Scand J Surg. 2026 Feb 15:14574969261418419. doi: 10.1177/14574969261418419. Online ahead of print.

Abstract

Background and aims: Undetected cancers and fecal contamination in perforated diverticulitis may lead to failure of laparoscopic lavage. This study aimed to evaluate the diagnostic accuracy of preoperative computed tomography (CT) examinations and the interobserver agreement for detecting colonic malignancy and fecal contamination in patients with perforated diverticulitis.

Methods: This study included 198 patients with suspected perforated diverticulitis from the SCANDIV trial, randomized to laparoscopic lavage or primary resection. CT examinations of all patients were independently reviewed by two specialists in abdominal radiology, and features of fecal contamination and colonic malignancy were registered and compared to the surgical reports.

Results: At surgery, fecal contamination was described in 33 patients and was diagnosed on CT in 7 of those by both radiologists (sensitivity = 21%, specificity = 96%, positive predictive value (PPV) = 50%, and negative predictive value (NPV) = 86%) and in 25 patients by at least one of the radiologists (sensitivity = 76%, specificity = 63%, PPV = 29%, and NPV = 93%). Interobserver agreement between radiologists was 64% for fecal contamination (kappa = 0.18, SE = 0.05; p < 0.001). In 7 of 12 patients who turned out to have colon cancer, this was suspected at CT by at least one radiologist (sensitivity = 58%, specificity = 91%, PPV = 29%, NPV = 97%). Interobserver agreement between radiologists for suspected colonic malignancy was 92% (kappa = 0.46; SE = 0.12; p < 0.001).

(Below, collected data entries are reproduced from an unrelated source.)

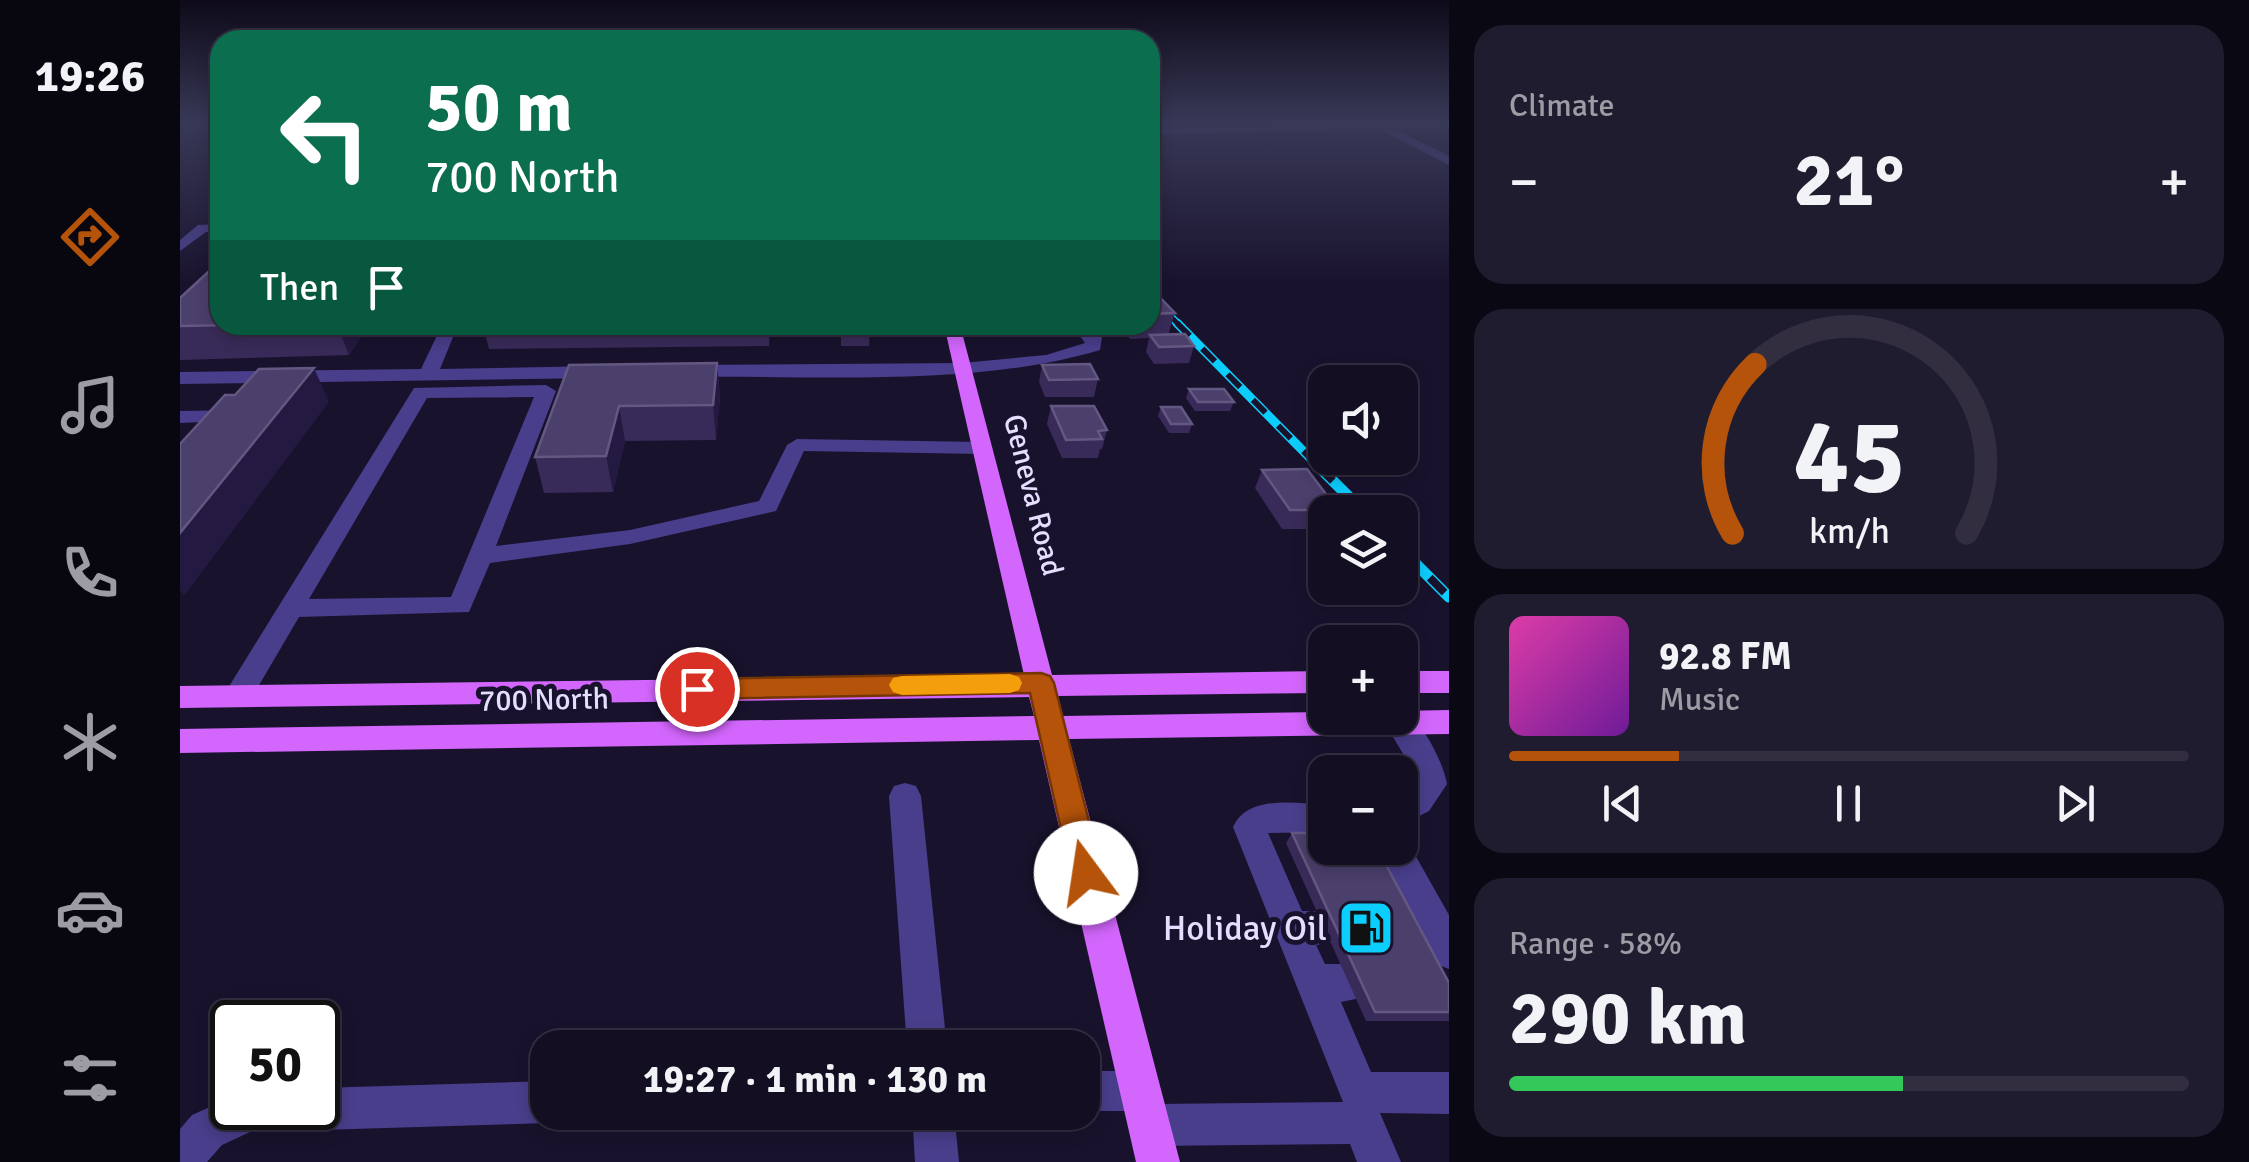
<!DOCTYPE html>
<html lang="en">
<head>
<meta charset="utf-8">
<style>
	body { margin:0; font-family:Signika,sans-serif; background:#201c2f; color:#f1f3f6; height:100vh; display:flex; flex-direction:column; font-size:38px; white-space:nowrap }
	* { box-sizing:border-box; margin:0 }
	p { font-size:32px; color:#9d9ca5 }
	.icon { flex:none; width:55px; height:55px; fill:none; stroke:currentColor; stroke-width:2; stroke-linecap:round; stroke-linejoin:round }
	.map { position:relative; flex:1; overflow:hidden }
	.panel { display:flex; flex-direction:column; gap:25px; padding:25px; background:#0a0813; width:800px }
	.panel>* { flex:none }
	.top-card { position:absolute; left:30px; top:30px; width:950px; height:305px; border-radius:30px; box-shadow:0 5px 15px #0003,0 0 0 2px #322e40; background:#0b6e4f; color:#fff; overflow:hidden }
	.controls { position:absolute; left:1128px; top:365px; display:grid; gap:20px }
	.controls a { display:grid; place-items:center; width:110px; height:110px; border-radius:20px; background:#130e22; box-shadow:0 5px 15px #0003,0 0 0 2px #322e40; font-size:50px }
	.speed { position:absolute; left:30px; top:1000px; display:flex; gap:20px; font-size:50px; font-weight:700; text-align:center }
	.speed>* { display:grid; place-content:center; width:130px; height:130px; border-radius:50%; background:#130e22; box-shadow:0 5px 15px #0003,0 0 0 2px #322e40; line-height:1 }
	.speed .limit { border:5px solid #111; border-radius:15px; background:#fff; color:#111 }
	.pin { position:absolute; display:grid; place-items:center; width:85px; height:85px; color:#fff; margin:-42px; border:5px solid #fff; border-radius:50%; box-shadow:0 2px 10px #0007 }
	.me { position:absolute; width:110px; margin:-55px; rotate:346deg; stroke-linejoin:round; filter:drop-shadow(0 0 8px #0008) }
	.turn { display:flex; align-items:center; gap:35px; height:210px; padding:0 50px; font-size:45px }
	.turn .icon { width:130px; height:130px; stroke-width:2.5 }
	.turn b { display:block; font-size:70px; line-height:85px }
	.then { display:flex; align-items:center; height:95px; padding:0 50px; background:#0003; gap:20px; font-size:38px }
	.big { font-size:75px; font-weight:700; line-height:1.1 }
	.panel .tile { flex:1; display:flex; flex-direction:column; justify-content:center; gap:15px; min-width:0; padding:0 35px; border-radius:30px; background:#201c2f }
	.panel .dial { align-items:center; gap:0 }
	.dial svg { height:260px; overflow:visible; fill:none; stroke:#322e40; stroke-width:7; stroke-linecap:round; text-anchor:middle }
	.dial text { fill:#f1f3f6; stroke:none }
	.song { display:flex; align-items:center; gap:30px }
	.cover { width:120px; height:120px; border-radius:15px; background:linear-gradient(135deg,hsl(320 70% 55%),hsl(280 70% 35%)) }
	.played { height:10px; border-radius:5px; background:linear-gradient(90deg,#b45309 25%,#322e40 25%) }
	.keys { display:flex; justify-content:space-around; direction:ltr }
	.heat { display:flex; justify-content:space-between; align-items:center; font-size:55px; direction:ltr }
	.charge { height:15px; border-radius:8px; background:linear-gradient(90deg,#34c759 58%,#322e40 0) }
	.trip { position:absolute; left:350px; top:1030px; width:570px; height:100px; border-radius:30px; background:#130e22; box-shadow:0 5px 15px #0003,0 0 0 2px #322e40; font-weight:700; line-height:100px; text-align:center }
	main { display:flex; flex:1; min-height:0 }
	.menu { display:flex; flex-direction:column; width:180px; justify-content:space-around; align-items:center; background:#08060e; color:#9d9ca5 }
	.menu .icon { width:70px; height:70px }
	.menu .current { color:#b45309 }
	.menu b { font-size:45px; color:#f1f3f6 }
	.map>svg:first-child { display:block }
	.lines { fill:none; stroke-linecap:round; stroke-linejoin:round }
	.minor { fill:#483e8b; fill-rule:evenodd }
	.major { fill:#d366fd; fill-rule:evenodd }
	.rail-far2-casing { stroke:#0ccefc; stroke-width:8 }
	.rail-far1-casing { stroke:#0ccefc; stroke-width:9 }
	.rail-casing { stroke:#0ccefc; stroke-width:11 }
	.rail-far2 { stroke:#19122d; stroke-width:5; stroke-dasharray:14; stroke-linecap:butt }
	.rail-far1 { stroke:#19122d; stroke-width:6; stroke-dasharray:18; stroke-linecap:butt }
	.rail { stroke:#19122d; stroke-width:8; stroke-dasharray:21; stroke-linecap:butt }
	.wall { fill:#392b59 }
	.shaded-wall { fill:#241940 }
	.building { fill:#4b3f6b; stroke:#645882; stroke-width:2.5 }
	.route { fill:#b45309; stroke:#753606; stroke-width:2.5 }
	.slow { fill:#f59e0b }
	.labels { text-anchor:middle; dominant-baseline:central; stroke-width:10; stroke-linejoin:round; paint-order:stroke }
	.street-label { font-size:30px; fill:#e5deff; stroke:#19122d }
	.near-poi-label { font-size:35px; fill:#e5deff; stroke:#19122d; text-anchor:end }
</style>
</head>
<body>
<main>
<nav class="menu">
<b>19:26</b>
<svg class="icon current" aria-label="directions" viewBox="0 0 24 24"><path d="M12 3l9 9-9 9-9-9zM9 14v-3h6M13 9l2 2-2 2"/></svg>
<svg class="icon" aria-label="music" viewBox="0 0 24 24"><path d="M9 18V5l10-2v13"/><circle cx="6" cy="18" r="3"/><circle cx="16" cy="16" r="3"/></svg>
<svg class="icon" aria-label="phone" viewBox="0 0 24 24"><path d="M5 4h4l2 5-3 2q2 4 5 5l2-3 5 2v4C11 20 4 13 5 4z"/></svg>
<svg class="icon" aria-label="climate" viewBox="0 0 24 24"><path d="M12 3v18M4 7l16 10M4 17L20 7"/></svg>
<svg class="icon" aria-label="car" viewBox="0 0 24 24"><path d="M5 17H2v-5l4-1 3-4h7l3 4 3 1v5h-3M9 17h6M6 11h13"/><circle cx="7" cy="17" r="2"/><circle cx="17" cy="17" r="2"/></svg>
<svg class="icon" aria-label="filters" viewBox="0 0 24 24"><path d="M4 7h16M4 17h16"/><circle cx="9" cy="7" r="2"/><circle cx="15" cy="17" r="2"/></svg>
</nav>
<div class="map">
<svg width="1269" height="1162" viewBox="0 0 1269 1162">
	<rect width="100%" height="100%" fill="#19122d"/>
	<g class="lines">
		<g class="minor">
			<path d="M1269 122V127L1214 129 1269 156V165L1199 129 970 134V128Z"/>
			<path d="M40 224V232H26L0 251V240L18 225Z"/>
			<path d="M262 325H278L260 369 420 366 429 372 420 378 0 384V372L241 369Z"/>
			<path d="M892 325H910L922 337 920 350C793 388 638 375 505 377L496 371 505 365 782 363 866 355 905 343Z"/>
			<path d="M366 385 376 391 316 546 450 530 579 501 607 445 617 439 802 442 812 448 802 454 624 451 596 511 450 544 310 563 289 612 119 617 68 704 58 707 48 704 44 696 48 688 234 388ZM354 397 271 597 129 599 247 398Z"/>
			<path d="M59 410 66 412V420L0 423V411Z"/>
			<path d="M1220 711C1242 718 1263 762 1267 784L1249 811 1220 826V795L1235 781 1234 772 1204 722 1207 718H1220Z"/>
			<path d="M725 783 736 786 741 796 767 1048H727L709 796 714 786Z"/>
			<path d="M1145 804V832L1088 833 1122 911H1152L1165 916 1170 928 1165 940 1136 945 1145 964H1177L1190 970 1196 983 1190 996 1161 1002 1191 1072H1269V1114L1200 1113 1221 1162H1177L1170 1144 969 1146 954 1140 948 1125 954 1111H902V1071H961L975 1077 981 1091 976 1104 1163 1102 1053 827C1068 794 1113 804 1145 804Z"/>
			<path d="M1220 836 1225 837 1269 915V969L1256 964 1196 848H1220Z"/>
			<path d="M368 1081V1112H384L368 1123 70 1132 42 1145 27 1162H0V1129L12 1115 52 1097V1108H138V1088Z"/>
			<path d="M732 1112H774L779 1162H735Z"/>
		</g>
		<g class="major">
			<path d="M764 325H780L872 675 1145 671V693L878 696 883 716 1145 712V718H1220V711L1269 710V734L889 739 1000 1162H956L859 740 0 753V729L854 716 849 697 0 708V686L844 675Z"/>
			<rect x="1220" y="671" width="49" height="22"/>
		</g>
		<g class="rail-far2-casing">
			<path id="rail-far2" d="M970 296 999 325"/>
		</g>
		<g class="rail-far1-casing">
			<path id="rail-far1" d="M997 323 1140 468"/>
		</g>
		<g class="rail-casing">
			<g id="rail">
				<path d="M1138 466 1184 512"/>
				<path d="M1220 548 1269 597"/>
			</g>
		</g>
		<use href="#rail-far2" class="rail-far2"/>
		<use href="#rail-far1" class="rail-far1"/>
		<use href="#rail" class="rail"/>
	</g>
	<g class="wall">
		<path d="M970 287 995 313 988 335 1014 346 1009 363 974 364 966 352 969 338 950 339 939 325H970Z"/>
		<path d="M0 298 40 325H189L169 355 0 360Z"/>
		<path d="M303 325H590L589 346 309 349Z"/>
		<path d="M661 325H690L689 346H661Z"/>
		<path d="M537 363 540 397 536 440 445 441 433 492 364 493 355 457 389 365Z"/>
		<path d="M862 365 918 379 914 397H865L859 382Z"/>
		<path d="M1009 389 1054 402 1050 411H1015L1006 398Z"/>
		<path d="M871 406 927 430 922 449H920L918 458H882L867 424Z"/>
		<path d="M981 407 1012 424 1009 433H989L978 416Z"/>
		<path d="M1082 470 1158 510 1157 512H1145V529H1102L1075 488Z"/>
		<path d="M1112 833 1269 983V1021H1186L1106 843Z"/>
	</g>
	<g class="shaded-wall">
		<path d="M157 325H189L169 355Z"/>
		<path d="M537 363 540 397 536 440 533 405Z"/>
		<path d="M134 368 149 402 4 596 0 590V533Z"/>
		<path d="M439 406 445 441 433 492 426 456Z"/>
	</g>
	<g class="building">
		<path d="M40 261V325H54L0 326V298Z"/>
		<path d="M970 287 995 313 970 314Z"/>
		<path d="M1005 334 1014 346 979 347 970 335Z"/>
		<path d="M537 363 533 405 439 406 426 456 355 457 389 365Z"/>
		<path d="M910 364 918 379 869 380 862 365Z"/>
		<path d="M134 368 0 533V444L45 395H55L79 369Z"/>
		<path d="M1009 389H1044L1054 402H1018Z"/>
		<path d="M871 406H914L927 430 918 431 922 439 886 440Z"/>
		<path d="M981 407H1001L1012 424H991Z"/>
		<path d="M1127 469 1158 510H1110L1082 470Z"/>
		<path d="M1112 833H1145V848H1197L1269 983V1012H1195Z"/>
	</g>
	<linearGradient id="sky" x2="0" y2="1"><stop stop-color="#0e0a19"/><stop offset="0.43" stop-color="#383957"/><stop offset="1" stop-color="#383957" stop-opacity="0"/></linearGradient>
	<rect width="1269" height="285" fill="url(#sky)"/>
	<path class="route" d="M861 673 870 676 874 683 922 873 917 883 906 887 896 883 891 873 850 693 517 699 508 696 504 689 508 682 517 679Z"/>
	<path class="slow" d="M830 674 839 677 842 683 839 690 830 693 722 695 713 692 709 685 713 678 722 676Z"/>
	<defs>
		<g id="fuel-square" transform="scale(2.875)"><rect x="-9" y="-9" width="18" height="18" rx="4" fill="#0ccefc" stroke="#19122d"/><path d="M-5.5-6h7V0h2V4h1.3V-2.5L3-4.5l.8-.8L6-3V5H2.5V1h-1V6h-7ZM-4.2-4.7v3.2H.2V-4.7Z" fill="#111"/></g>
	</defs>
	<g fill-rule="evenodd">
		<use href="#fuel-square" x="1186" y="928"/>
	</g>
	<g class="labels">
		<g class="street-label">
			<text transform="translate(853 495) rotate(76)">Geneva Road</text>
			<text transform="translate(364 700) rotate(-1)">700 North</text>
		</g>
		<g class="near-poi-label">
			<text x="1147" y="928">Holiday Oil</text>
		</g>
	</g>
</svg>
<div class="controls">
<a><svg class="icon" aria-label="sound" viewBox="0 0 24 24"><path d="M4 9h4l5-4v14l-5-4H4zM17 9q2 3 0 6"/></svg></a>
<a><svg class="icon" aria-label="layers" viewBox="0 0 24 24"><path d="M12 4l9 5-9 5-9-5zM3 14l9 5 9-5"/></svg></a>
<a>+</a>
<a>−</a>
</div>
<div class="speed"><div class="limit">50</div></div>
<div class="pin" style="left:517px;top:689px;background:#d93025"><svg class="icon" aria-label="arrive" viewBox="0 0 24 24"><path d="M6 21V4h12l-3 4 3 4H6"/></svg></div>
<svg class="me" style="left:906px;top:873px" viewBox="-20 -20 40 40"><circle r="19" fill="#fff"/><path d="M0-13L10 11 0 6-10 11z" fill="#b45309"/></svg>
<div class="trip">19:27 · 1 min · 130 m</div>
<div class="top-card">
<div class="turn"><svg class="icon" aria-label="left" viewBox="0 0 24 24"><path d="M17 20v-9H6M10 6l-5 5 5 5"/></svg><div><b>50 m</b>700 North</div></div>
<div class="then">Then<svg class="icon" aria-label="arrive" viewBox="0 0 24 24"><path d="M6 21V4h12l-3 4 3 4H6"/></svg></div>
</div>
</div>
<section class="panel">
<div class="tile"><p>Climate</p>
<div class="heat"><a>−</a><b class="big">21°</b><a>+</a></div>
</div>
<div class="tile dial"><svg viewBox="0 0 100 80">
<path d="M14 69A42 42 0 1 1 86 69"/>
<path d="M14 69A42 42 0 0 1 21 17" stroke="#b45309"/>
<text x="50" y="56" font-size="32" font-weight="700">45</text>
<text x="50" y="72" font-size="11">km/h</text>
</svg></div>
<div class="tile">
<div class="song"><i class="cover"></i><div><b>92.8 FM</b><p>Music</p></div></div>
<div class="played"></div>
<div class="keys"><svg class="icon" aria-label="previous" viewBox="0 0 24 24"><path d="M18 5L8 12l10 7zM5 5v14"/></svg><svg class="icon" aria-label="pause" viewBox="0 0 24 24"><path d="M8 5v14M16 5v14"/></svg><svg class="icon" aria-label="next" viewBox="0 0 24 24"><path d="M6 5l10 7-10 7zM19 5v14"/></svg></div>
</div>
<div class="tile"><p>Range · 58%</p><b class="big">290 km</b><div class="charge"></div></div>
</section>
</main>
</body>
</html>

Conclusion: In this selected cohort of patients with suspected perforated diverticulitis, re-evaluation of CT scans proved unreliable for detecting malignancies and fecal contamination. This suggests that preoperative CT cannot replace follow-up colonoscopy or colonography following laparoscopic lavage.

Keywords: CT examination; Diverticulitis; SCANDIV study; diagnostic accuracy; fecal contamination; perforation; predictive value; surgical treatment.